======== RECORDS FOR THE EXERCISE ========

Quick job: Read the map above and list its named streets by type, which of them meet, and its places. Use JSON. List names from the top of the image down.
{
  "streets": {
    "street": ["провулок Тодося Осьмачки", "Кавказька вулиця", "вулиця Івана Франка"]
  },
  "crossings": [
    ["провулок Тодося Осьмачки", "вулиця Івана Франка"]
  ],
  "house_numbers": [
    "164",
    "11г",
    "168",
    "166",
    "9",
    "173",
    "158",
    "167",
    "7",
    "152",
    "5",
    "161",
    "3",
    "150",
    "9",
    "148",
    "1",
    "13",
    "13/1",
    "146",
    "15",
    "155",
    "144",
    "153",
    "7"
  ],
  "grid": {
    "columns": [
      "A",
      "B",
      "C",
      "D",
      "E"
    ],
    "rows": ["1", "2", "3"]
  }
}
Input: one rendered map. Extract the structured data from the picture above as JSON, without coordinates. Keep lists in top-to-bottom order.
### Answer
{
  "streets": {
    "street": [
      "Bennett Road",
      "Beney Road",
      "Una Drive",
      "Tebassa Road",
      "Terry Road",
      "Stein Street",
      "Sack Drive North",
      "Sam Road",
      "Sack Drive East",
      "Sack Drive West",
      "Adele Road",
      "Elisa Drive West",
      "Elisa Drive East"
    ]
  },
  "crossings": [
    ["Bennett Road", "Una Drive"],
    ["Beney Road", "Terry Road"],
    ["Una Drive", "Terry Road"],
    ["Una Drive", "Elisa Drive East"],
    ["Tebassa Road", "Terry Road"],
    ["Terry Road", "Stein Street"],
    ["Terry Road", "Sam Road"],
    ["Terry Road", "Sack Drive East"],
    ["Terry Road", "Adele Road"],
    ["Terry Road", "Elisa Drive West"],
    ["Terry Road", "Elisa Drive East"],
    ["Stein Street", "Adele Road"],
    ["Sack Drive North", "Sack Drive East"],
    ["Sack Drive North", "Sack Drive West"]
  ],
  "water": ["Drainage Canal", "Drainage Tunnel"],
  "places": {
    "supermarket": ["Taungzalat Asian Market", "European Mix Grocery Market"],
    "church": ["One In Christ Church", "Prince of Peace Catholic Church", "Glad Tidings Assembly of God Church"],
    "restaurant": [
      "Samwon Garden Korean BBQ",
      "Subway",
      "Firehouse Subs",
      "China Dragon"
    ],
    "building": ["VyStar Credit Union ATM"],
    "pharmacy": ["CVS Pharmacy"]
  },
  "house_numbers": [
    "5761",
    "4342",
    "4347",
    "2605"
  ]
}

========

- [TRY IT]: Quote only the lines from the line containing "Input: one rendered" through the end of the entries, keeping the first and the last.

- [SOLUTION TO THE EXERCISE]:
Input: one rendered map. Extract the structured data from the picture above as JSON, without coordinates. Keep lists in top-to-bottom order.
### Answer
{
  "streets": {
    "street": [
      "Bennett Road",
      "Beney Road",
      "Una Drive",
      "Tebassa Road",
      "Terry Road",
      "Stein Street",
      "Sack Drive North",
      "Sam Road",
      "Sack Drive East",
      "Sack Drive West",
      "Adele Road",
      "Elisa Drive West",
      "Elisa Drive East"
    ]
  },
  "crossings": [
    ["Bennett Road", "Una Drive"],
    ["Beney Road", "Terry Road"],
    ["Una Drive", "Terry Road"],
    ["Una Drive", "Elisa Drive East"],
    ["Tebassa Road", "Terry Road"],
    ["Terry Road", "Stein Street"],
    ["Terry Road", "Sam Road"],
    ["Terry Road", "Sack Drive East"],
    ["Terry Road", "Adele Road"],
    ["Terry Road", "Elisa Drive West"],
    ["Terry Road", "Elisa Drive East"],
    ["Stein Street", "Adele Road"],
    ["Sack Drive North", "Sack Drive East"],
    ["Sack Drive North", "Sack Drive West"]
  ],
  "water": ["Drainage Canal", "Drainage Tunnel"],
  "places": {
    "supermarket": ["Taungzalat Asian Market", "European Mix Grocery Market"],
    "church": ["One In Christ Church", "Prince of Peace Catholic Church", "Glad Tidings Assembly of God Church"],
    "restaurant": [
      "Samwon Garden Korean BBQ",
      "Subway",
      "Firehouse Subs",
      "China Dragon"
    ],
    "building": ["VyStar Credit Union ATM"],
    "pharmacy": ["CVS Pharmacy"]
  },
  "house_numbers": [
    "5761",
    "4342",
    "4347",
    "2605"
  ]
}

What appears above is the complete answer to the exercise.